Copy each line below without leaving any out.

_Available data_
((

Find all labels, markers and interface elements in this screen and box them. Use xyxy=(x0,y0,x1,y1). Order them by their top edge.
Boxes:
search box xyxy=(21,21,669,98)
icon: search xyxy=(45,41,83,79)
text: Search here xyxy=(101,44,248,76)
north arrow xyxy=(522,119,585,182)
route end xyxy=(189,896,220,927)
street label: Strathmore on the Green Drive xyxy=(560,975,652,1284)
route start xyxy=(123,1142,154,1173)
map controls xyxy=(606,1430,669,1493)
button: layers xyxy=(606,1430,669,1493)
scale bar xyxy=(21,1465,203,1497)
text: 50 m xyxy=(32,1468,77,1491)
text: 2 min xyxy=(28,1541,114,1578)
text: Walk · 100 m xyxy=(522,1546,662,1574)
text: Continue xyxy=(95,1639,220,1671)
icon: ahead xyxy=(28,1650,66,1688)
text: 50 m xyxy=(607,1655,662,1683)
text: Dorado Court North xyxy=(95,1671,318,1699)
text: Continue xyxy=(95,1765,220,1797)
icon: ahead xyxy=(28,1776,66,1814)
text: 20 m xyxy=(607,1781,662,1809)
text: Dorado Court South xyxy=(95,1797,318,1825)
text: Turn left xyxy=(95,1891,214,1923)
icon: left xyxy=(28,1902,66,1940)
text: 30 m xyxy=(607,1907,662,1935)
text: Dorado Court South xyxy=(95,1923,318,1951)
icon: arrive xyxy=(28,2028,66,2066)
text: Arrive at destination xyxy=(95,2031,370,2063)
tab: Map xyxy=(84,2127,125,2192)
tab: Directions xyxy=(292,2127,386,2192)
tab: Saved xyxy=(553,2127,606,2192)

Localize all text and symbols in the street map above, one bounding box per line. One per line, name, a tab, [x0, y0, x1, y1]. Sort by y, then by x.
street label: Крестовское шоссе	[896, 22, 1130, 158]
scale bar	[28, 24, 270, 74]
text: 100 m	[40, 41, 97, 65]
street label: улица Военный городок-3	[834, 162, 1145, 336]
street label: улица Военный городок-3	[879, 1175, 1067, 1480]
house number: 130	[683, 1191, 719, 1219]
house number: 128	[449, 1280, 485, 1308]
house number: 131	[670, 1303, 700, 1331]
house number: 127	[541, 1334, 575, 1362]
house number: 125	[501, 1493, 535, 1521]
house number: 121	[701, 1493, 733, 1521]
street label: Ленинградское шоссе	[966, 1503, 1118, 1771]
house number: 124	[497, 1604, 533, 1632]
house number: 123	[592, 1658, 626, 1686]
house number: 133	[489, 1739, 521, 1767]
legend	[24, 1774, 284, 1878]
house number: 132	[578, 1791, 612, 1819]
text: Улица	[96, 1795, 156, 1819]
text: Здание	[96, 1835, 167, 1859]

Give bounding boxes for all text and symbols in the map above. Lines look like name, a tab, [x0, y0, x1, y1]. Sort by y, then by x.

))

_Response to the exercise_
Find all labels, markers and interface elements in this screen and box them. Use xyxy=(x0,y0,x1,y1). Order them by their top edge.
Boxes:
search box xyxy=(21,21,669,98)
icon: search xyxy=(45,41,83,79)
text: Search here xyxy=(101,44,248,76)
north arrow xyxy=(522,119,585,182)
route end xyxy=(189,896,220,927)
street label: Strathmore on the Green Drive xyxy=(560,975,652,1284)
route start xyxy=(123,1142,154,1173)
map controls xyxy=(606,1430,669,1493)
button: layers xyxy=(606,1430,669,1493)
scale bar xyxy=(21,1465,203,1497)
text: 50 m xyxy=(32,1468,77,1491)
text: 2 min xyxy=(28,1541,114,1578)
text: Walk · 100 m xyxy=(522,1546,662,1574)
text: Continue xyxy=(95,1639,220,1671)
icon: ahead xyxy=(28,1650,66,1688)
text: 50 m xyxy=(607,1655,662,1683)
text: Dorado Court North xyxy=(95,1671,318,1699)
text: Continue xyxy=(95,1765,220,1797)
icon: ahead xyxy=(28,1776,66,1814)
text: 20 m xyxy=(607,1781,662,1809)
text: Dorado Court South xyxy=(95,1797,318,1825)
text: Turn left xyxy=(95,1891,214,1923)
icon: left xyxy=(28,1902,66,1940)
text: 30 m xyxy=(607,1907,662,1935)
text: Dorado Court South xyxy=(95,1923,318,1951)
icon: arrive xyxy=(28,2028,66,2066)
text: Arrive at destination xyxy=(95,2031,370,2063)
tab: Map xyxy=(84,2127,125,2192)
tab: Directions xyxy=(292,2127,386,2192)
tab: Saved xyxy=(553,2127,606,2192)

Localize all text and symbols in the street map above, one bounding box per line. One per line, name, a tab, [x0, y0, x1, y1]. Sort by y, then by x.
street label: Крестовское шоссе	[896, 22, 1130, 158]
scale bar	[28, 24, 270, 74]
text: 100 m	[40, 41, 97, 65]
street label: улица Военный городок-3	[834, 162, 1145, 336]
street label: улица Военный городок-3	[879, 1175, 1067, 1480]
house number: 130	[683, 1191, 719, 1219]
house number: 128	[449, 1280, 485, 1308]
house number: 131	[670, 1303, 700, 1331]
house number: 127	[541, 1334, 575, 1362]
house number: 125	[501, 1493, 535, 1521]
house number: 121	[701, 1493, 733, 1521]
street label: Ленинградское шоссе	[966, 1503, 1118, 1771]
house number: 124	[497, 1604, 533, 1632]
house number: 123	[592, 1658, 626, 1686]
house number: 133	[489, 1739, 521, 1767]
legend	[24, 1774, 284, 1878]
house number: 132	[578, 1791, 612, 1819]
text: Улица	[96, 1795, 156, 1819]
text: Здание	[96, 1835, 167, 1859]

Give bounding boxes for all text and symbols in the map above. Lines look like name, a tab, [x0, y0, x1, y1]. Sort by y, then by x.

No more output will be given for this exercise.